Design systems have been a hot topic for a while now, and there are many great examples of such systems available on the internet, like Lightning Design System and Carbon Design System. In the work of a designer, the part that is most likely to be utilized on a daily basis is the component library. What’s good to keep in mind here is that component libraries are living entities and changes can be made to the components at any point. This is especially true in the early phases, when changes to components might happen very frequently.
The challenge here is to keep everyone on the same page. What tends to happen is that older versions of components end up being used in some screens, while the newest version eventually makes its way into new screens. This can also result in a lot of overlapping work, with every designer making their own versions of typical components.

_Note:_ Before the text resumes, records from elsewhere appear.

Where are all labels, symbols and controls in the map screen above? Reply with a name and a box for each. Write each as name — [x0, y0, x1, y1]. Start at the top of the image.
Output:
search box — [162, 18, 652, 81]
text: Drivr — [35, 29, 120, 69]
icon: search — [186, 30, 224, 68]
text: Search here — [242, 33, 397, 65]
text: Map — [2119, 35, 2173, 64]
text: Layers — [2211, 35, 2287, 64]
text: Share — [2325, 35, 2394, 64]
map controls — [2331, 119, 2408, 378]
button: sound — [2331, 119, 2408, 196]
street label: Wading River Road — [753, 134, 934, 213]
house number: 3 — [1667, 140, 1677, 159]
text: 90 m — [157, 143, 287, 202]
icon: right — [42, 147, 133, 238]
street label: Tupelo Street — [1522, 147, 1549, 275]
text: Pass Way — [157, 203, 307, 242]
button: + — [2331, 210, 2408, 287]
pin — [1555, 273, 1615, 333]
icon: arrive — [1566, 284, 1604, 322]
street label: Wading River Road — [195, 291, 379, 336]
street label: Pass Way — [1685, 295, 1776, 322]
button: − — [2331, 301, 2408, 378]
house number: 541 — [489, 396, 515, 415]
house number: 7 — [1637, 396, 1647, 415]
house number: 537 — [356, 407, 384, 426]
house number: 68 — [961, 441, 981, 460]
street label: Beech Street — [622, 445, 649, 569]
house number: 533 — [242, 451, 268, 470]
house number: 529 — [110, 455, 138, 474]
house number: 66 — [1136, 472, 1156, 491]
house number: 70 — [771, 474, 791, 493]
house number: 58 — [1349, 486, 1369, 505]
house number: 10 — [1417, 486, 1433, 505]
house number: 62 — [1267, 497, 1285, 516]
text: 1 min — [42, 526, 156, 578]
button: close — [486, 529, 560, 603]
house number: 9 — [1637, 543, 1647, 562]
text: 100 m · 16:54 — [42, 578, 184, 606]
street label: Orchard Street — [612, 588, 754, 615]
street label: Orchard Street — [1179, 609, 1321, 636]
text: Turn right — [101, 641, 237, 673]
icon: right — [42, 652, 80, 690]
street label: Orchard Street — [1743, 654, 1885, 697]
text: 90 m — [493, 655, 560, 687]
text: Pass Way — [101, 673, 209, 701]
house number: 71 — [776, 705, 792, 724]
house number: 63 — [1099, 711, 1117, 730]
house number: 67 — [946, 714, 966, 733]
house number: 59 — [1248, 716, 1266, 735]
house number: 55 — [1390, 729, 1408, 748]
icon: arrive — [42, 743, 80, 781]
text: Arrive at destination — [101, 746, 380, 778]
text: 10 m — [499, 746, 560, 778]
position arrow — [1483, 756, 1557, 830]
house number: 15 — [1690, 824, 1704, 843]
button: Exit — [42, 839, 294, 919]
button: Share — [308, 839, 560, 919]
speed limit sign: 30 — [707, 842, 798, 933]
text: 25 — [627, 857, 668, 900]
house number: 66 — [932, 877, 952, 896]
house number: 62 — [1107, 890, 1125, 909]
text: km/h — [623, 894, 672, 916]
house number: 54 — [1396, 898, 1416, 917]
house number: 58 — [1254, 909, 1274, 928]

So the goal here is to create a single component library that is available to all designers, always up-to-date and that allows old screens to be updated automatically when changes are made. This system allows designers to work and collaborate more efficiently.
Short tutorial: Getting started with Sketch Libraries
During the last couple of years, Sketch has basically become the de-facto standard for UI design, but building a centralized and easy-to-maintain component library is still quite difficult with Sketch. There are solutions like Craft Library but, in my experience at least, they haven’t worked as smoothly as I would have hoped. Part of the problem is that there is no native support for linking symbols between files at the moment.
This is luckily going to change very soon with the next version of Sketch, which will introduce native support for libraries. In practice, this means that any sketch file can be used as a library. Symbols in the library can be accessed in any other file in the same way as local symbols. When a symbol is changed in the library, the changes can be automatically applied to all screens where the symbol is used. Currently, designers would have to either update many screens or just leave old screens with older versions of the component but with Sketch Libraries, all updates can be made immediately.
Unfortunately, the initial version of Sketch Libraries will only support symbols. This means that text styles and colors, for example, will still need to be handled separately on each file for the time being. The impact of using Sketch Libraries can be huge, however, even with support for symbols only. This is especially true in teams with multiple designers.
Version control for designers
While Sketch Libraries works as a unified storage location for all components, there is still the issue of how multiple designers could best work on the same files at the same time without causing problems.
Of course, developers have used version control systems for ages, but tools like Git aren’t really suited for the needs of designers. The idea of version control for designers isn’t a new concept and, even today, there are many products for this niche. Out of the current solutions, Abstract seems to have gained a lot of mindshare recently, and this is what I’ve been using for a while now.
So in a nutshell, Abstract is Git for designers with some added functionality. Every project has a master branch which Abstract calls the “Source of truth” for the project. When designers want to start working on anything, the first thing they need to do is make a new branch. Branches allow multiple people to work on single Sketch file at the same time. If conflicts happen, Abstract makes it possible to view and solve them before merging the changes back to the master branch.
Abstract is still in beta, so there is still work to be done. With regard to this article, the most important feature currently in development is naturally Sketch Libraries support. Once this feature launches, I can see Abstract becoming a very useful tool for designers to manage and distribute design files across the entire team.
So what’s next?
While the short-term goal is to get designers on the same page, the next clear goal should be to make communication between designers, developers and stakeholders as frictionless as possible. Tools like Zeplin and Sympli are examples of products that are currently trying to solve this, and even Abstract says that features like developer handoff and review requests are currently in development.
Probably the most important thing to happen for Sketch this year was the update of their file format back in April. This new file format opened up many new possibilities for what can be built on top of Sketch. One of the most interesting examples of this is the React Sketch.app by Airbnb, which renders React components to Sketch. Hopefully, we will soon see lots of new services like this that take advantage of the new open file format.